Потом он взял свои палки и ушел в замерзшие поля до полудня, до самого обеда, – ушел из-за того, что увидел в большом ящике из-под мыла ребенка Селесты, который еще спал.
Старик так и не примирился. Он продолжал жить в доме, как раньше, но, казалось, уже был здесь чужим, ничем не интересовался, относился к этим людям – к сыну, к женщине, к ребенку, – как к посторонним, которых он не знает и никогда с ними не разговаривал.
Зима миновала. Она была долгая и суровая. Потом ранней весной взошли посевы, и крестьяне, как трудолюбивые муравьи, снова проводили в поле целые дни, работая от зари до зари, под ветром и под дождем, согнувшись над бороздами черной земли, рождавшими хлеб для людей.
Для молодых супругов год начался хорошо.

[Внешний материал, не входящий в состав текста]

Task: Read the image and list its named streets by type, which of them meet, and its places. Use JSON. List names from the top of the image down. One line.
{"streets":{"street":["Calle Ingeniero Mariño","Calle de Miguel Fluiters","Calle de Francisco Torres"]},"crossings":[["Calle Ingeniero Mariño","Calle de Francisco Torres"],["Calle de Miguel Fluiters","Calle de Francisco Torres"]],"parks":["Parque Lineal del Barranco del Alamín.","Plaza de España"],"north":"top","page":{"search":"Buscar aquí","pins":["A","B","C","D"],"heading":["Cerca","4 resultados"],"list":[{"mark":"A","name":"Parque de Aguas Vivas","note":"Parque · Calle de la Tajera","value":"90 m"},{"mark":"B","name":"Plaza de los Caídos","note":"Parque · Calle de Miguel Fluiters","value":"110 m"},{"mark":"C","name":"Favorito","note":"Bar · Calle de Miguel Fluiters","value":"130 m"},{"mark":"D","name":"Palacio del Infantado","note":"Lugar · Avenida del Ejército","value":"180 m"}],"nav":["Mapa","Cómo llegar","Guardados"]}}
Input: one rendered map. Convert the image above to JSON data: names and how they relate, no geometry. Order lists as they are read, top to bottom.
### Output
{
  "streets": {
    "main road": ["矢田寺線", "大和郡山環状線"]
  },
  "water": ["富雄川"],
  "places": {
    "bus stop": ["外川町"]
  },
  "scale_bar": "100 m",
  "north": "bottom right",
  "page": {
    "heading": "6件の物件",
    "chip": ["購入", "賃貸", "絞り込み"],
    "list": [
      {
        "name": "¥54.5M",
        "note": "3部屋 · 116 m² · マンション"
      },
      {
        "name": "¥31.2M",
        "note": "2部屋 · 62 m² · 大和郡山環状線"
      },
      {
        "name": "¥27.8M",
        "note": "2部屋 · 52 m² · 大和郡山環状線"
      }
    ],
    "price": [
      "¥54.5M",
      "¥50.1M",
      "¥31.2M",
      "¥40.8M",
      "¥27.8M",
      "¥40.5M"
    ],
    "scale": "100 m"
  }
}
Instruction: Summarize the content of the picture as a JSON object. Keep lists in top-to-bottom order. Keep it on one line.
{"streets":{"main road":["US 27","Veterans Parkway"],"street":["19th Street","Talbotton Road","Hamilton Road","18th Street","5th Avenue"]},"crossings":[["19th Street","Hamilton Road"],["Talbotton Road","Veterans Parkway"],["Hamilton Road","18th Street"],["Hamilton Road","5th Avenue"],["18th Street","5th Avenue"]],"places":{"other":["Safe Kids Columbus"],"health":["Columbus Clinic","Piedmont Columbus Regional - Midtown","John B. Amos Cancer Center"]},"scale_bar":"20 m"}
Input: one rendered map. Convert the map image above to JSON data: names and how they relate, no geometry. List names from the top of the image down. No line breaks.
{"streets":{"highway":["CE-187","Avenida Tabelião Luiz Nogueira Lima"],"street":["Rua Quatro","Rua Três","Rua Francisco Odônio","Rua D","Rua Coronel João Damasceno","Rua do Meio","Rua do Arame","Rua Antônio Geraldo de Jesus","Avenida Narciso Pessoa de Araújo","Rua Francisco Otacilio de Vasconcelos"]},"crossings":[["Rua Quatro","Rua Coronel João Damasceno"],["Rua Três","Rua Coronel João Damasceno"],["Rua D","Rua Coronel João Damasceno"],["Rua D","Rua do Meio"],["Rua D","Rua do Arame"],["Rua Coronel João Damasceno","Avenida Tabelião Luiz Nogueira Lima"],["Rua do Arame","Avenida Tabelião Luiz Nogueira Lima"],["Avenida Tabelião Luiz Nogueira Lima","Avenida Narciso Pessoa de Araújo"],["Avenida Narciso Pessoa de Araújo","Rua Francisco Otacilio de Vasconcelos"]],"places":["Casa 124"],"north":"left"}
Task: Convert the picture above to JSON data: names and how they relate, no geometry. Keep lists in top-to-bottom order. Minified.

Всходы выдались крепкие, густые, поздних заморозков не было, цветущие яблони роняли в траву бело-розовый снег, обещая на осень горы плодов.
Сезэр работал не покладая рук, вставал рано и возвращался поздно, чтобы не тратиться на батрака.
Жена не раз говорила ему:
– Смотри, надорвешься!
Но он отвечал:
– Ничего, дело привычное.
Все же однажды вечером он вернулся домой настолько усталый, что лег, не поужинав. Наутро он встал в обычный час, но не мог есть, хотя накануне улегся натощак; днем он вынужден был вернуться домой отдохнуть. Ночью он начал кашлять и метался на постели в жару, страдая от жажды, лицо у него пылало, во рту пересохло.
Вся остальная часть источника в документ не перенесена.